SINGAPORE – Nine organisations have joined an expanding network that helps the homeless as efforts are ramped up to find more find shelter space for those roughing it in the midst of the Covid-19 pandemic.
The new additions to the Partners Engaging and Empowering Rough Sleepers (Peers) network include charities and religious groups like Charis Methodist Church and Hope Initiative Alliance.
Their inclusion this month to the network the Ministry of Social and Family Development (MSF) set up in July 2019 comes as demand for services to help “rough sleepers” have increased.
It is expected to continue to rise even as Singapore enters phase three of its reopening, Parliamentary Secretary for MSF Eric Chua told The Straits Times on Friday (Dec 25).
“What we’re trying to do is to really make a clarion call to organisations that might be able to step up to be part of the Peers network,” said Mr Chua.
He was speaking on the sidelines of an outreach session by the Catholic Welfare Services (CWS), which saw Minister-in-charge of Social Services Integration Desmond Lee and CWS staff distribute bags packed with toiletries, food and drinks to those sleeping in the streets in the Bras Basah area.

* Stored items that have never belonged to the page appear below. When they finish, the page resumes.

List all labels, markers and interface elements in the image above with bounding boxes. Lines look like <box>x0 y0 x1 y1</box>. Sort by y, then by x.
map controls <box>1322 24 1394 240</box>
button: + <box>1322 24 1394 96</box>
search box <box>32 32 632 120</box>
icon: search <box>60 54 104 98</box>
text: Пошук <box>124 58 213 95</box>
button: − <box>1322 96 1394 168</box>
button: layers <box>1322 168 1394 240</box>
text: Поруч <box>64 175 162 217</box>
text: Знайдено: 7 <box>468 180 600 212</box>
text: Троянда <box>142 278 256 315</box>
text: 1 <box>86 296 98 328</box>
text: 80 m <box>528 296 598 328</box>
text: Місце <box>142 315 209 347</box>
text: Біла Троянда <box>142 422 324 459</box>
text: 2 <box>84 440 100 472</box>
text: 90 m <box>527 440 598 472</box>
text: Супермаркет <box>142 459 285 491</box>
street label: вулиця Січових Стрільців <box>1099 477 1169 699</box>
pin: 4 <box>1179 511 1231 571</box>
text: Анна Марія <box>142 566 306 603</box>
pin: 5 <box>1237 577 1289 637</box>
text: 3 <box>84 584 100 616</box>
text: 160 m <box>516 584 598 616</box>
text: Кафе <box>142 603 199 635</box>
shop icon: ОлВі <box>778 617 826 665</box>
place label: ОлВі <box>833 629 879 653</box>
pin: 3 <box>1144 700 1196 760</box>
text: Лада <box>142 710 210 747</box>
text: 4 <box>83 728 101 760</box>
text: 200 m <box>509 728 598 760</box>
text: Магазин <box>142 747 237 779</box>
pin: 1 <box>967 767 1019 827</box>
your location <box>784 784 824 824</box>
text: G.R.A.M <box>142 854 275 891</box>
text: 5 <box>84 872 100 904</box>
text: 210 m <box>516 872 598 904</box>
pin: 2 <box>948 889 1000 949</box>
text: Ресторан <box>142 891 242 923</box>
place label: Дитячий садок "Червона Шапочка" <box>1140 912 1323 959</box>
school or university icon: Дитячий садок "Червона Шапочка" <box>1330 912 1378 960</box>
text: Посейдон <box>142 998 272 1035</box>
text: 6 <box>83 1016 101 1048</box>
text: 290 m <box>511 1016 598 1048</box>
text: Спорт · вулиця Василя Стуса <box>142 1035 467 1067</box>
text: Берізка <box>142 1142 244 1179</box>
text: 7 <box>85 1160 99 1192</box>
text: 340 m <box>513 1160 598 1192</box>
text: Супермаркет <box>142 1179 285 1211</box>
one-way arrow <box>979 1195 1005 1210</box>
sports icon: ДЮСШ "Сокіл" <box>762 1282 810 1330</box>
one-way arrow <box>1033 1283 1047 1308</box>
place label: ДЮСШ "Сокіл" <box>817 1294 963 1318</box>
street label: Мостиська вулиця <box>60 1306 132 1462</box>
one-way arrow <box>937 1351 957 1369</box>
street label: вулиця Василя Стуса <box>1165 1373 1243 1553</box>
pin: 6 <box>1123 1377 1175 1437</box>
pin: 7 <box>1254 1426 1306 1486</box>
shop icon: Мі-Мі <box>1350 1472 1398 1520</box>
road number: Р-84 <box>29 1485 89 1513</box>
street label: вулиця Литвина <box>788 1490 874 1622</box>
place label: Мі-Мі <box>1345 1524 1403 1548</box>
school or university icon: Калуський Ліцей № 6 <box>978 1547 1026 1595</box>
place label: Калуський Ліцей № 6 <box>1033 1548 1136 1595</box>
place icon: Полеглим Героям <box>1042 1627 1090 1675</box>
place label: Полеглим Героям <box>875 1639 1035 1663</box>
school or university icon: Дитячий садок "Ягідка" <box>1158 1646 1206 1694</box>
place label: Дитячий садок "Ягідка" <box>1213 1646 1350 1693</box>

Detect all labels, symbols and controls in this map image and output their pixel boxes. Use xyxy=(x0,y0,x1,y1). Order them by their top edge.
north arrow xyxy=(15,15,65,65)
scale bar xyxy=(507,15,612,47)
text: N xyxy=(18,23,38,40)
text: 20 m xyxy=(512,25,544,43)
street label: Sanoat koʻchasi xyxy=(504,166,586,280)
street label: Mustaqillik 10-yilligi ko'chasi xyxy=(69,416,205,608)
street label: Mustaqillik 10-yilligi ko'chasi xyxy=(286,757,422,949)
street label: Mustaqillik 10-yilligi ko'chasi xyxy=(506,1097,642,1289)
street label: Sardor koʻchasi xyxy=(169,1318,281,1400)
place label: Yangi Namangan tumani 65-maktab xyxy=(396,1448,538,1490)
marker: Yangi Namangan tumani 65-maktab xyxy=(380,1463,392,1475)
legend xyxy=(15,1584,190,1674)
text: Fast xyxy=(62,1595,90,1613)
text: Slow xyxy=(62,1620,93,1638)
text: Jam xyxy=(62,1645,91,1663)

Mr Chua said the ministry is working hard to find new temporary sleeping shelters, also known as safe sound sleeping places.
Earlier this month, it was reported that the 21 temporary shelters currently available were mostly full, with about a 100 people on a wait list.
The number of temporary shelters had expanded to over 40 during the circuit breaker, but was reduced when the organisations had to resume the primary use of the space set aside for the homeless.
The ministry previously said that the economic fallout from Covid-19 had contributed to the higher number of homeless people seen currently, with some having lost their jobs and others finding it tough to afford rent.
There are also those left in limbo here after travel restrictions prevented them from returning to their homes overseas.
Mr Chua on Wednesday noted that “rough sleeping” is likely a manifestation of more complex social problems, including family disputes, so it is important that the Peers partners extend help by allowing them to have a stable environment so they can get back on their feet.
Among those who received a bag of necessities was a 75-year-old kitchen helper who wanted to be known only as Mr Yeo.
He had just returned to his sleeping spot in the city after work when the group arrived.
Mr Yeo said he was “surprised to get a gift” and a visit.
Mr Thomas Tan, chairman of the night missions committee at CWS, said: “We see it as a mission to help our less fortunate brothers and sisters.”
Citing Mother Teresa, honoured as St Teresa of Calcutta for helping the destitute, he added: “The greatest sickness is loneliness… everybody needs somebody.”